IoTにおける低電力化とエネルギーハーベスティングの可能性

各種のセンサーやモータなどの駆動装置、データを処理するプロセッサや通信機器など、IoTにかかるデバイスでは、その動作に必ず電力を必要とします。ひとつひとつの電力消費は小さい物ですが、その数が数百億となれば莫大な電力が必要となります。また、数が増えれば個々のデバイスまでどのように電力を供給するのかも問題となります。そこで今回は、IoTの電力供給の問題について株式会社ビズライト・テクノロジー代表取締役社長・田中博見氏にお聞きします。

IoT導入の足を引っ張るワイヤリング問題

「ワイヤリングのコストはかなり高い。IoT導入の足を引っ張るのはワイヤリングコストかもしれない」……このように、電力供給問題を考えるにあたり田中氏はまず配線の問題を挙げます。

IoTではさまざまなモノをインターネットにつなげます。もし、モノに取り付けられたIoTデバイスへ有線で電力を供給する場合は、なんらかの電源からIoTデバイスまで電源ケーブルを引かなければなりません。また、電力だけでなく、末端のデバイスとゲートウェイ間やゲートウェイとクラウド間でのデータのやり取りを有線でやるとするならば、その配線も必要になります。同じ部屋内や手の届く位置での配線で容易に行えるならば問題はありませんが、穴の開けられない壁のある場所や何百メートルも離れているような場所との間で配線をするとなると不可能なこともあります。

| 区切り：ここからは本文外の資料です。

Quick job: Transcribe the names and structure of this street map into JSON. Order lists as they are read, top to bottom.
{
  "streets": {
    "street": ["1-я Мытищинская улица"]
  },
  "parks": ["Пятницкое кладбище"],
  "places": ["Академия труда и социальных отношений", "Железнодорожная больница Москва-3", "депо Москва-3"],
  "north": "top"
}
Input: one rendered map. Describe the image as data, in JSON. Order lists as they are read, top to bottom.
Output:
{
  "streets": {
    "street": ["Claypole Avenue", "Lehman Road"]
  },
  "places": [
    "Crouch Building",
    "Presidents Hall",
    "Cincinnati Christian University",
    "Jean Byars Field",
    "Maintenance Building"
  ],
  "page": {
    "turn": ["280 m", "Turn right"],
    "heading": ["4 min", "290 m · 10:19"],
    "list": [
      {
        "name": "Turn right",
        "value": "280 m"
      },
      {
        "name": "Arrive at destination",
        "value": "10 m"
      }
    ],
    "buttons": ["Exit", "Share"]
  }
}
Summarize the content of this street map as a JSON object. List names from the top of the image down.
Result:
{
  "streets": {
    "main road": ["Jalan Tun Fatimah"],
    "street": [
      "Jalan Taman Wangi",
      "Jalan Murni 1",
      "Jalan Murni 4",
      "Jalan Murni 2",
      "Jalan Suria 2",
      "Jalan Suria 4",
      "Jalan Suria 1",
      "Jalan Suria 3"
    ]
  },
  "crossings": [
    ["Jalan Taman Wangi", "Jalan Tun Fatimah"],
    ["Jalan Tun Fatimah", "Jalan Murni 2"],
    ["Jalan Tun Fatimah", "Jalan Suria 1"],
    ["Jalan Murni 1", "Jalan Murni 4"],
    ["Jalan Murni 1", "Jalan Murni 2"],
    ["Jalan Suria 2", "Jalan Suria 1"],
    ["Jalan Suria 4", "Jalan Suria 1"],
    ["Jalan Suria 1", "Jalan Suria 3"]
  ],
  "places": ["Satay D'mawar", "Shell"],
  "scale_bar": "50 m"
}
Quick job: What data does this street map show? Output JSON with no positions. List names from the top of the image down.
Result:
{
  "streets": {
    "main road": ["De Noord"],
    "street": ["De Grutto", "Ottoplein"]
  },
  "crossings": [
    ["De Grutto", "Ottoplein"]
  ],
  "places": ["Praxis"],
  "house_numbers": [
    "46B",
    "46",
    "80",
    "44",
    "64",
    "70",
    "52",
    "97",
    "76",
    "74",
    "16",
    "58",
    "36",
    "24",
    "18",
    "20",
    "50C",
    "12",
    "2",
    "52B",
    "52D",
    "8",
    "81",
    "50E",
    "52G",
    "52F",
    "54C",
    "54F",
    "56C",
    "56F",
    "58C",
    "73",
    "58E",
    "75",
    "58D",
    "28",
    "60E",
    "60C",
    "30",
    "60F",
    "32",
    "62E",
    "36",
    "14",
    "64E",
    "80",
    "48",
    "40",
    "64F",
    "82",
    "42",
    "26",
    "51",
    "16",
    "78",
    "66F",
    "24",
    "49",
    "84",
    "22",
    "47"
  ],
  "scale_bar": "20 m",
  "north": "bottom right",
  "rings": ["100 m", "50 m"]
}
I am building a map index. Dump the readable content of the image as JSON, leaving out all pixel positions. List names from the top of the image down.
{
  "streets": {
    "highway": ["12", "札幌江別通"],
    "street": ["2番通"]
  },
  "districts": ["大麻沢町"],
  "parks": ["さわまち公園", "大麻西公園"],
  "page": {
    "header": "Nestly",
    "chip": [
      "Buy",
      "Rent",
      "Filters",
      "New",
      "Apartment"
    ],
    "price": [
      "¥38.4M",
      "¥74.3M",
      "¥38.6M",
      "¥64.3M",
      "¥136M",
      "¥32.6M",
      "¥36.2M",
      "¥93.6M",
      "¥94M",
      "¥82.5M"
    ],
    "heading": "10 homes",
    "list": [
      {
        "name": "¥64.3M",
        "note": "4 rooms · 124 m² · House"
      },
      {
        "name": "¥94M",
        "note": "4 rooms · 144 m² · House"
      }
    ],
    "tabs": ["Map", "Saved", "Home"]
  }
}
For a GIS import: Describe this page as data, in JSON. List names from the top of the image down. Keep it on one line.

データのやり取りに関しては、Wi-Fi、3G、サブギガ帯などさまざまな無線技術があるので、それを使えば問題は解決されます。しかし、電力の場合は現状無線での電力供給は難しく、配線をしない場合はバッテリーを使用して電力供給をすることになります。バッテリーでの電力供給の場合、極めて電力消費の少ないデバイスならば小さなバッテリーで何年も使用できますが、多くの通信を行うようなデバイスでは消費電力も大きく、頻繁にバッテリーを交換する必要が出てくるので実用に耐えられません。田中氏は「どうやってデータと給電をワイヤレスでいくのかが今後のIoTのキーワードとなる。どうやって線を引っ張るのか? 電池はどうするのか? データも無線にするのかどうか? こういったことが問題になる」と指摘します。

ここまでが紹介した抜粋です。